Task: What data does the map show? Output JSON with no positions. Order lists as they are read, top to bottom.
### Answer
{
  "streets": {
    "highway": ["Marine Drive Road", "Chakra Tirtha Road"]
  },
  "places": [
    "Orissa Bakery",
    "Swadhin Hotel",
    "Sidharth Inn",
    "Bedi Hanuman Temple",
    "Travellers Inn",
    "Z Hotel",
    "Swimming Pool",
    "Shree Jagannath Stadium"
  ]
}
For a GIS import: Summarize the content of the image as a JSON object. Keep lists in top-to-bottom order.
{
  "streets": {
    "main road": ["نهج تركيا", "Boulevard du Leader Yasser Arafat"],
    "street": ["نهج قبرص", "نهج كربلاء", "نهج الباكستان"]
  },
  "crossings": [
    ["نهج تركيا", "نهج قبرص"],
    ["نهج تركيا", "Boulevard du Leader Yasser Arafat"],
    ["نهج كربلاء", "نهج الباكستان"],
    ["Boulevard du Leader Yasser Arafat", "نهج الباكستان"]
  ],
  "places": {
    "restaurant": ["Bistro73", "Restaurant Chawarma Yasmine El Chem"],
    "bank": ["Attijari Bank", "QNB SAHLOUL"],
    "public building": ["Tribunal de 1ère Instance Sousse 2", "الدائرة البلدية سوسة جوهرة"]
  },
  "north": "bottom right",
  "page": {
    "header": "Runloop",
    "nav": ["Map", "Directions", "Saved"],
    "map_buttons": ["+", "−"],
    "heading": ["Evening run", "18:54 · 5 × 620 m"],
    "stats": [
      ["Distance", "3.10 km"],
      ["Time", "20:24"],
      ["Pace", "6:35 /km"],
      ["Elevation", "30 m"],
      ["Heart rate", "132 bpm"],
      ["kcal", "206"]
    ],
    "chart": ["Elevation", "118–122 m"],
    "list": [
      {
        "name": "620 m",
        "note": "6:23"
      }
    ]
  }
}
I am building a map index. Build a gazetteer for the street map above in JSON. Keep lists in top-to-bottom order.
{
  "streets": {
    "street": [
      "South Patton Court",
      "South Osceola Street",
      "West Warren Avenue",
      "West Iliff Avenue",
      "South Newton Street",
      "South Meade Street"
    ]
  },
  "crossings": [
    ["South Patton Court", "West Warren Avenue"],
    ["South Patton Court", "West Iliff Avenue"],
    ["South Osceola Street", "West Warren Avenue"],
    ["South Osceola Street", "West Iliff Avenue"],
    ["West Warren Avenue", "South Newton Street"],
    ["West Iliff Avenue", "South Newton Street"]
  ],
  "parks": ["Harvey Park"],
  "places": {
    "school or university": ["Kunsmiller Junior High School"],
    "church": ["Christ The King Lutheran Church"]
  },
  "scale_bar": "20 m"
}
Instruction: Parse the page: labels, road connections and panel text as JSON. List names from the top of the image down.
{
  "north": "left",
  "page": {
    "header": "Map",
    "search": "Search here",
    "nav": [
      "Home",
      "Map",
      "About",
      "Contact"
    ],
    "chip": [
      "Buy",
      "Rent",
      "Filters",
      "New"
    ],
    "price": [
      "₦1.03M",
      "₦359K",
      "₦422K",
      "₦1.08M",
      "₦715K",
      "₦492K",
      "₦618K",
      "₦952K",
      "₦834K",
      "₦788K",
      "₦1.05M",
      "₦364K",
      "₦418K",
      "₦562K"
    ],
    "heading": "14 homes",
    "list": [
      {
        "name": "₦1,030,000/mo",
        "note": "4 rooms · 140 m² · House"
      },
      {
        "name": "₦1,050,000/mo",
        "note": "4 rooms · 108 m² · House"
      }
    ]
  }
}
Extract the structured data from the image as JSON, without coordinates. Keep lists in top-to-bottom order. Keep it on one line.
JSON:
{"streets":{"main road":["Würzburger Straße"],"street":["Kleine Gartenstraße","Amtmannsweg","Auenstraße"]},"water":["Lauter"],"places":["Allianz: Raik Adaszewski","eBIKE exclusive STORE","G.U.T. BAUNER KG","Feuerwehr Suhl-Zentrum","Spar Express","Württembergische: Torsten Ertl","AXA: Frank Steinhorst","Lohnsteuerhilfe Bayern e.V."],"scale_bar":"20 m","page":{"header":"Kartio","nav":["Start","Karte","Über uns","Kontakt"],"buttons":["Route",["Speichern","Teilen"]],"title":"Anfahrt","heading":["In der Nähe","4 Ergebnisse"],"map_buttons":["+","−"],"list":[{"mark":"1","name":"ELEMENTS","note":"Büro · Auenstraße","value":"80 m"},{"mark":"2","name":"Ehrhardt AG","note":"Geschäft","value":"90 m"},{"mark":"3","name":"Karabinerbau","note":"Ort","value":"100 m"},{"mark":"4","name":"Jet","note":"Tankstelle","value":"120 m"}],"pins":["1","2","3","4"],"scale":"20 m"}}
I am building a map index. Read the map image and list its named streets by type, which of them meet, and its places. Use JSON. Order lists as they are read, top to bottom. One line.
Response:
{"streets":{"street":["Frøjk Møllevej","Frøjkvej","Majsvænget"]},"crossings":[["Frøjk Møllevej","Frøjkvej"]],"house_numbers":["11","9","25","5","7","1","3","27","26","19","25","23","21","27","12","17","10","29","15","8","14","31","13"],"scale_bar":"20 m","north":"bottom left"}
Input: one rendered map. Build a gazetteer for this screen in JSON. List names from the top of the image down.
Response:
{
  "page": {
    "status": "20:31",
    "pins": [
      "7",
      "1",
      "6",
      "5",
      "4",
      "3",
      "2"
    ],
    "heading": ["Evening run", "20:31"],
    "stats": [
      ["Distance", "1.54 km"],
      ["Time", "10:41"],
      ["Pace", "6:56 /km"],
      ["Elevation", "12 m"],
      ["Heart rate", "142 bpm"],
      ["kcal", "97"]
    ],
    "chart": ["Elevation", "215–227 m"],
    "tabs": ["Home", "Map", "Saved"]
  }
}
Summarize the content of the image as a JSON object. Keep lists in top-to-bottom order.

════

■ Your task
Write the data out once more. Keep every word the same.

■ Exercise solution
Task: What data does the map show? Output JSON with no positions. Order lists as they are read, top to bottom.
### Answer
{
  "streets": {
    "highway": ["Marine Drive Road", "Chakra Tirtha Road"]
  },
  "places": [
    "Orissa Bakery",
    "Swadhin Hotel",
    "Sidharth Inn",
    "Bedi Hanuman Temple",
    "Travellers Inn",
    "Z Hotel",
    "Swimming Pool",
    "Shree Jagannath Stadium"
  ]
}
For a GIS import: Summarize the content of the image as a JSON object. Keep lists in top-to-bottom order.
{
  "streets": {
    "main road": ["نهج تركيا", "Boulevard du Leader Yasser Arafat"],
    "street": ["نهج قبرص", "نهج كربلاء", "نهج الباكستان"]
  },
  "crossings": [
    ["نهج تركيا", "نهج قبرص"],
    ["نهج تركيا", "Boulevard du Leader Yasser Arafat"],
    ["نهج كربلاء", "نهج الباكستان"],
    ["Boulevard du Leader Yasser Arafat", "نهج الباكستان"]
  ],
  "places": {
    "restaurant": ["Bistro73", "Restaurant Chawarma Yasmine El Chem"],
    "bank": ["Attijari Bank", "QNB SAHLOUL"],
    "public building": ["Tribunal de 1ère Instance Sousse 2", "الدائرة البلدية سوسة جوهرة"]
  },
  "north": "bottom right",
  "page": {
    "header": "Runloop",
    "nav": ["Map", "Directions", "Saved"],
    "map_buttons": ["+", "−"],
    "heading": ["Evening run", "18:54 · 5 × 620 m"],
    "stats": [
      ["Distance", "3.10 km"],
      ["Time", "20:24"],
      ["Pace", "6:35 /km"],
      ["Elevation", "30 m"],
      ["Heart rate", "132 bpm"],
      ["kcal", "206"]
    ],
    "chart": ["Elevation", "118–122 m"],
    "list": [
      {
        "name": "620 m",
        "note": "6:23"
      }
    ]
  }
}
I am building a map index. Build a gazetteer for the street map above in JSON. Keep lists in top-to-bottom order.
{
  "streets": {
    "street": [
      "South Patton Court",
      "South Osceola Street",
      "West Warren Avenue",
      "West Iliff Avenue",
      "South Newton Street",
      "South Meade Street"
    ]
  },
  "crossings": [
    ["South Patton Court", "West Warren Avenue"],
    ["South Patton Court", "West Iliff Avenue"],
    ["South Osceola Street", "West Warren Avenue"],
    ["South Osceola Street", "West Iliff Avenue"],
    ["West Warren Avenue", "South Newton Street"],
    ["West Iliff Avenue", "South Newton Street"]
  ],
  "parks": ["Harvey Park"],
  "places": {
    "school or university": ["Kunsmiller Junior High School"],
    "church": ["Christ The King Lutheran Church"]
  },
  "scale_bar": "20 m"
}
Instruction: Parse the page: labels, road connections and panel text as JSON. List names from the top of the image down.
{
  "north": "left",
  "page": {
    "header": "Map",
    "search": "Search here",
    "nav": [
      "Home",
      "Map",
      "About",
      "Contact"
    ],
    "chip": [
      "Buy",
      "Rent",
      "Filters",
      "New"
    ],
    "price": [
      "₦1.03M",
      "₦359K",
      "₦422K",
      "₦1.08M",
      "₦715K",
      "₦492K",
      "₦618K",
      "₦952K",
      "₦834K",
      "₦788K",
      "₦1.05M",
      "₦364K",
      "₦418K",
      "₦562K"
    ],
    "heading": "14 homes",
    "list": [
      {
        "name": "₦1,030,000/mo",
        "note": "4 rooms · 140 m² · House"
      },
      {
        "name": "₦1,050,000/mo",
        "note": "4 rooms · 108 m² · House"
      }
    ]
  }
}
Extract the structured data from the image as JSON, without coordinates. Keep lists in top-to-bottom order. Keep it on one line.
JSON:
{"streets":{"main road":["Würzburger Straße"],"street":["Kleine Gartenstraße","Amtmannsweg","Auenstraße"]},"water":["Lauter"],"places":["Allianz: Raik Adaszewski","eBIKE exclusive STORE","G.U.T. BAUNER KG","Feuerwehr Suhl-Zentrum","Spar Express","Württembergische: Torsten Ertl","AXA: Frank Steinhorst","Lohnsteuerhilfe Bayern e.V."],"scale_bar":"20 m","page":{"header":"Kartio","nav":["Start","Karte","Über uns","Kontakt"],"buttons":["Route",["Speichern","Teilen"]],"title":"Anfahrt","heading":["In der Nähe","4 Ergebnisse"],"map_buttons":["+","−"],"list":[{"mark":"1","name":"ELEMENTS","note":"Büro · Auenstraße","value":"80 m"},{"mark":"2","name":"Ehrhardt AG","note":"Geschäft","value":"90 m"},{"mark":"3","name":"Karabinerbau","note":"Ort","value":"100 m"},{"mark":"4","name":"Jet","note":"Tankstelle","value":"120 m"}],"pins":["1","2","3","4"],"scale":"20 m"}}
I am building a map index. Read the map image and list its named streets by type, which of them meet, and its places. Use JSON. Order lists as they are read, top to bottom. One line.
Response:
{"streets":{"street":["Frøjk Møllevej","Frøjkvej","Majsvænget"]},"crossings":[["Frøjk Møllevej","Frøjkvej"]],"house_numbers":["11","9","25","5","7","1","3","27","26","19","25","23","21","27","12","17","10","29","15","8","14","31","13"],"scale_bar":"20 m","north":"bottom left"}
Input: one rendered map. Build a gazetteer for this screen in JSON. List names from the top of the image down.
Response:
{
  "page": {
    "status": "20:31",
    "pins": [
      "7",
      "1",
      "6",
      "5",
      "4",
      "3",
      "2"
    ],
    "heading": ["Evening run", "20:31"],
    "stats": [
      ["Distance", "1.54 km"],
      ["Time", "10:41"],
      ["Pace", "6:56 /km"],
      ["Elevation", "12 m"],
      ["Heart rate", "142 bpm"],
      ["kcal", "97"]
    ],
    "chart": ["Elevation", "215–227 m"],
    "tabs": ["Home", "Map", "Saved"]
  }
}
Summarize the content of the image as a JSON object. Keep lists in top-to-bottom order.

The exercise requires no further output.